Sergey Maskalik's Blog
Sergey Maskalik

Sergey Maskalik's blog

In the pursuit of mastery

There are mission critical pieces in any business application that might call external services via some sort of an external API over the local network or Internet. The problem with delivering messages over the network is that networks sometime have a tendency to drop messages and cause timeouts. There is a great paper on Kyle Kingsbury’s blog where him and Peter Bailis provide a list of evidence that failures can happen in many levels of the network or operation system. And it’s not only network that can fail, the receiving 3rd party applications might also be down, under load and slow to respond.

Processes, servers, NICs, switches, local and wide area networks can all fail, and the resulting economic consequences are real. … The consequences of these outages range from increased latency and temporary unavailability to inconsistency, corruption, and data loss.

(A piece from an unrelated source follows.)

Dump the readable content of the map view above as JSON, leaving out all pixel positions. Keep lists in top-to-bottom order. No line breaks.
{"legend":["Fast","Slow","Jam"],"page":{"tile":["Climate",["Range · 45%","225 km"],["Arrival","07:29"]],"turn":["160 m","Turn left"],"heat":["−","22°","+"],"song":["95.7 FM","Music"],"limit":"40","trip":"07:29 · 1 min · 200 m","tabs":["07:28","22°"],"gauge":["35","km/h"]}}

Therefore, if we want to have a reliable communication with external services we need to implement some kind of a retry mechanism that can redeliver messages and recover from faults.

Solving Guaranteed Delivery

Message Queue is one of the solutions that can address this problem and guarantee delivery. Rather than calling an external API within the application process, like a web request, you place a message into the reliable and durable message queue that guarantees that your message will be delivered to the consumer at least once. Since putting a message on the queue is usually a fast operation, it also speeds up your application performance. Most message queues guarantee delivery by providing some sort of a mechanism of acknowledging if message has been received by the consumer. And if consumer doesn’t respond after a period of time the message gets returned into the queue so it can get processed again. This basically guarantees that a message will get delivered or retried for a certain pre-configured number of times.

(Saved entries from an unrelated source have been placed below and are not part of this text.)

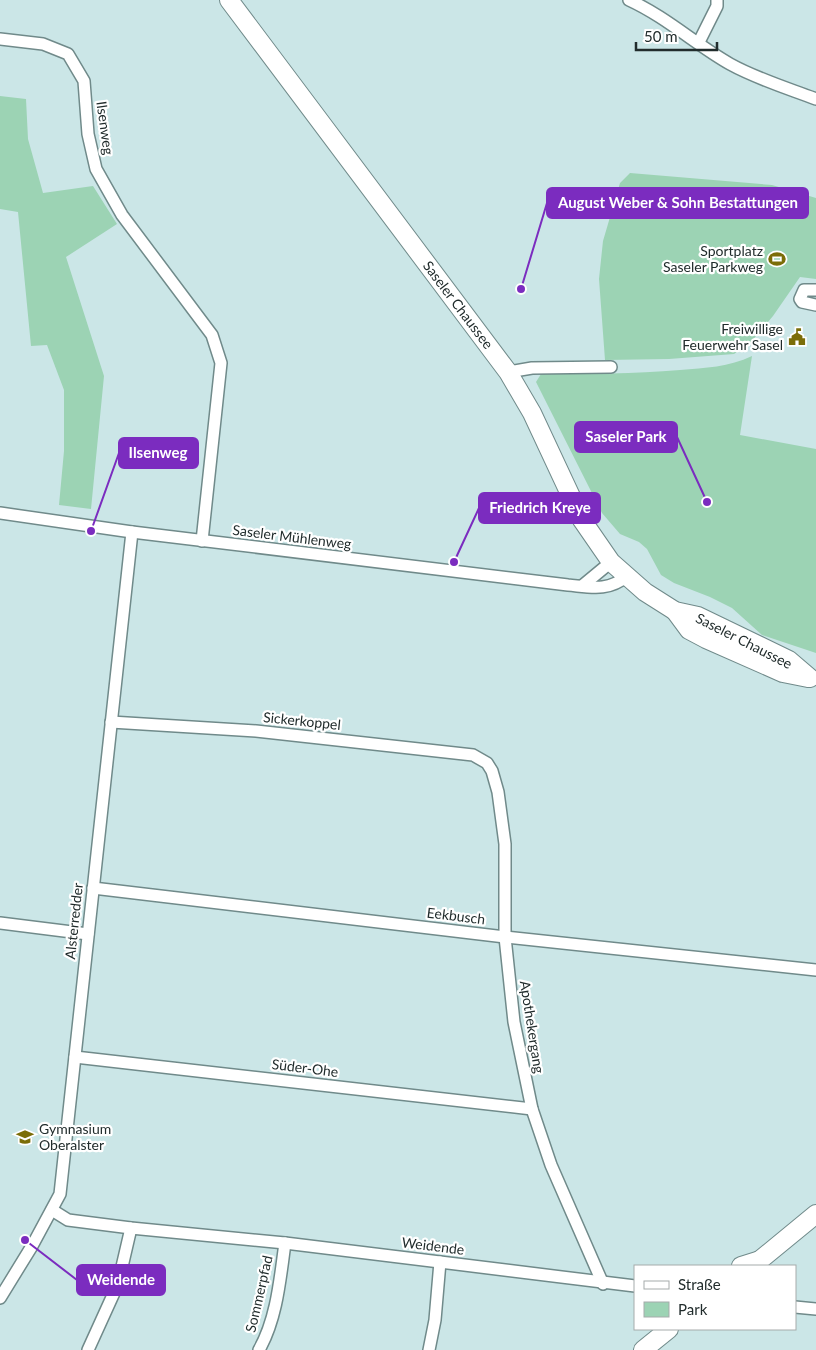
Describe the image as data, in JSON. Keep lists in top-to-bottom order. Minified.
{"streets":{"main road":["Saseler Chaussee"],"street":["Ilsenweg","Saseler Mühlenweg","Sickerkoppel","Eekbusch","Alsterredder","Apothekergang","Süder-Ohe","Weidende","Sommerpfad"]},"crossings":[["Ilsenweg","Saseler Mühlenweg"],["Saseler Chaussee","Saseler Mühlenweg"],["Saseler Mühlenweg","Alsterredder"],["Sickerkoppel","Alsterredder"],["Sickerkoppel","Apothekergang"],["Eekbusch","Alsterredder"],["Eekbusch","Apothekergang"],["Alsterredder","Süder-Ohe"],["Alsterredder","Weidende"],["Apothekergang","Süder-Ohe"],["Apothekergang","Weidende"],["Weidende","Sommerpfad"]],"places":{"sports":["Sportplatz Saseler Parkweg"],"other":["August Weber & Sohn Bestattungen","Saseler Park","Ilsenweg","Friedrich Kreye","Weidende"],"public building":["Freiwillige Feuerwehr Sasel"],"school or university":["Gymnasium Oberalster"]},"legend":["Straße","Park"],"scale_bar":"50 m"}
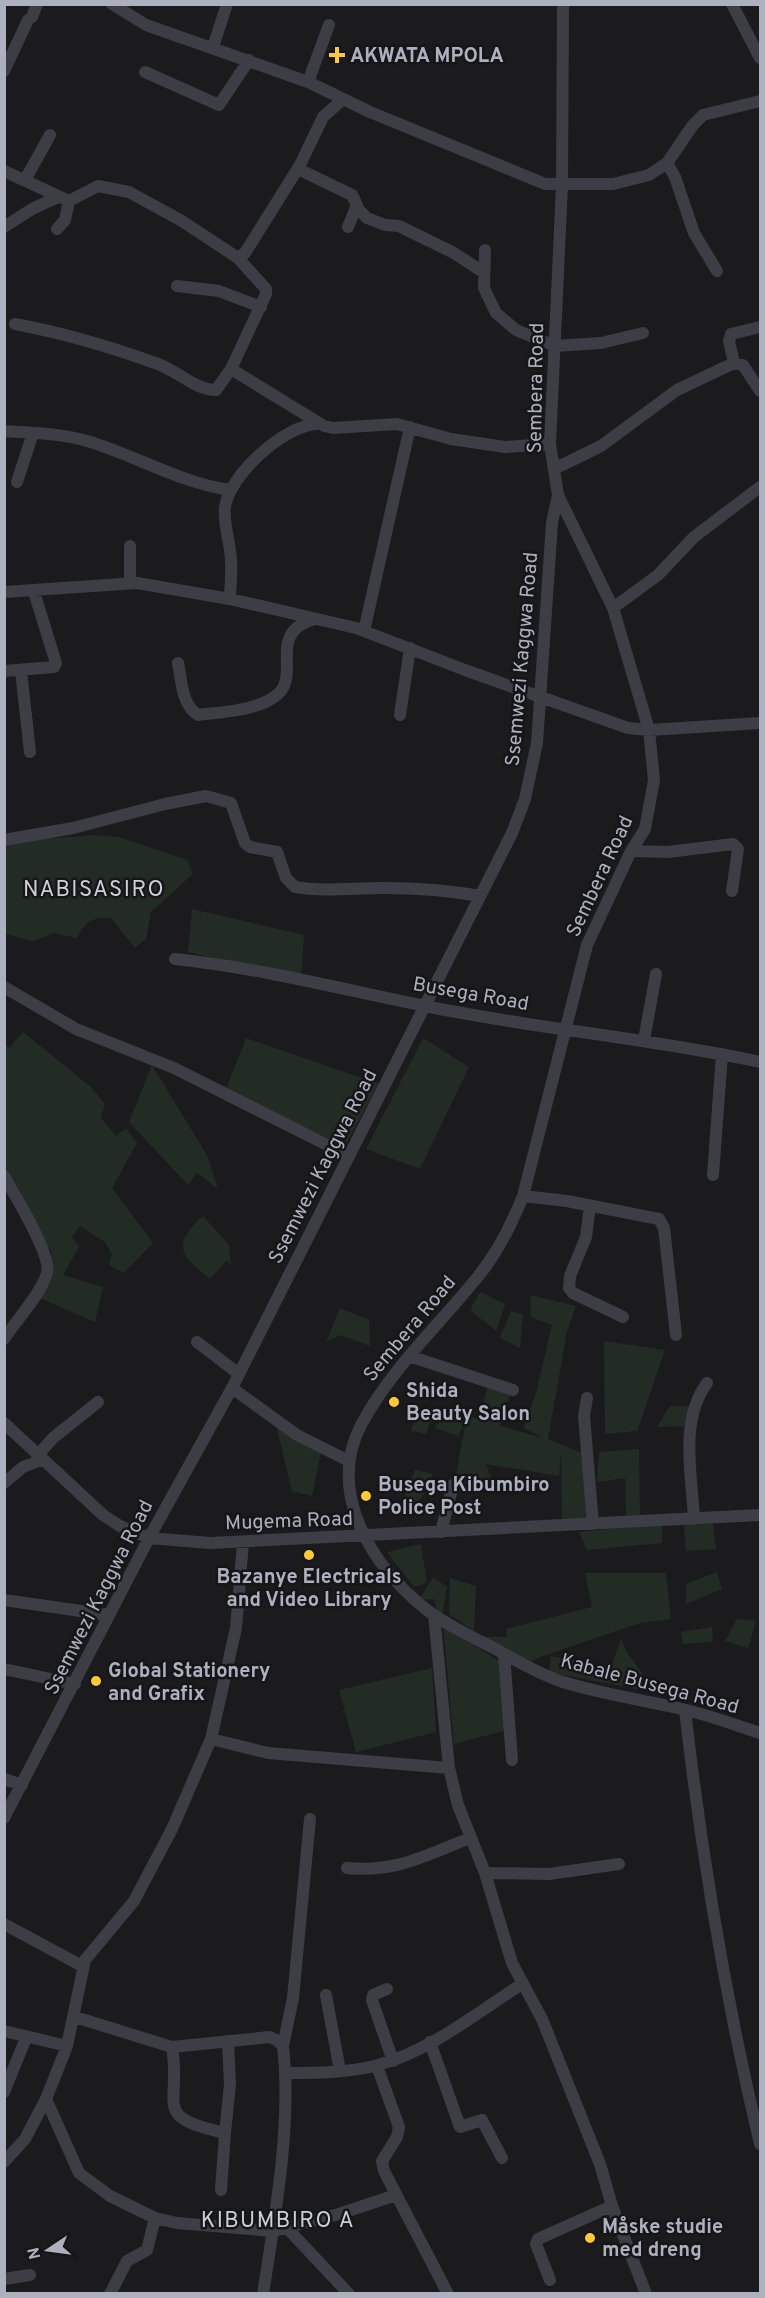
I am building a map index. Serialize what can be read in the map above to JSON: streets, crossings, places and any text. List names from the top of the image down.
{
  "streets": {
    "street": [
      "Sembera Road",
      "Ssemwezi Kaggwa Road",
      "Busega Road",
      "Mugema Road",
      "Kabale Busega Road"
    ]
  },
  "crossings": [
    ["Sembera Road", "Ssemwezi Kaggwa Road"],
    ["Sembera Road", "Busega Road"],
    ["Sembera Road", "Mugema Road"],
    ["Sembera Road", "Kabale Busega Road"],
    ["Ssemwezi Kaggwa Road", "Busega Road"],
    ["Ssemwezi Kaggwa Road", "Mugema Road"],
    ["Mugema Road", "Kabale Busega Road"]
  ],
  "districts": ["NABISASIRO", "KIBUMBIRO A"],
  "places": {
    "health": ["AKWATA MPOLA"],
    "other": [
      "Shida Beauty Salon",
      "Busega Kibumbiro Police Post",
      "Bazanye Electricals and Video Library",
      "Global Stationery and Grafix",
      "Måske studie med dreng"
    ]
  },
  "north": "left"
}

There are numerous alternative Message Queue solutions with each addressing certain problems in it’s own way. Since the main specification for calling critical services is guaranteed delivery and we are not building something like a high throughput trading application, the Amazon SQS provides the best alternative to the self-hosted MQs. One of the benefits is that you don’t have to administer message queue servers and spend a lot of time figuring out how to setup redundant clusters for reliability and worry about network partitions. Of course you loose on speed of placing a message into the queue. But a 20ms average put call to SQS is also good enough for this problem.

Until you figure out if you actually need something faster and spend all the time to learn and setting up the MQ cluster, I think Amazon SQS provides the best bang for your time. It’s easy to understand, has a great SDK and it’s ready to go. It’s also not very expensive. A million calls costs $1. Yes you do have to poll the queue, but you can also use the long polling and that will reduce the number of calls of one consumer to 1 call every 20 seconds (if no activity), which is about 120k calls per month, or about 12 cents.

Putting a message into the queue is trivial and doesn’t need more explanation. What is not trivial is creating a reliable application with workers to process the messages. We also want the ability to start multiple workers so they can process messages from the queue in parallel rather than one at a time. Since many workers can be started on one node and run in parallel we need our service efficiently use the CPU resources meaning not blocking threads while waiting for I/O.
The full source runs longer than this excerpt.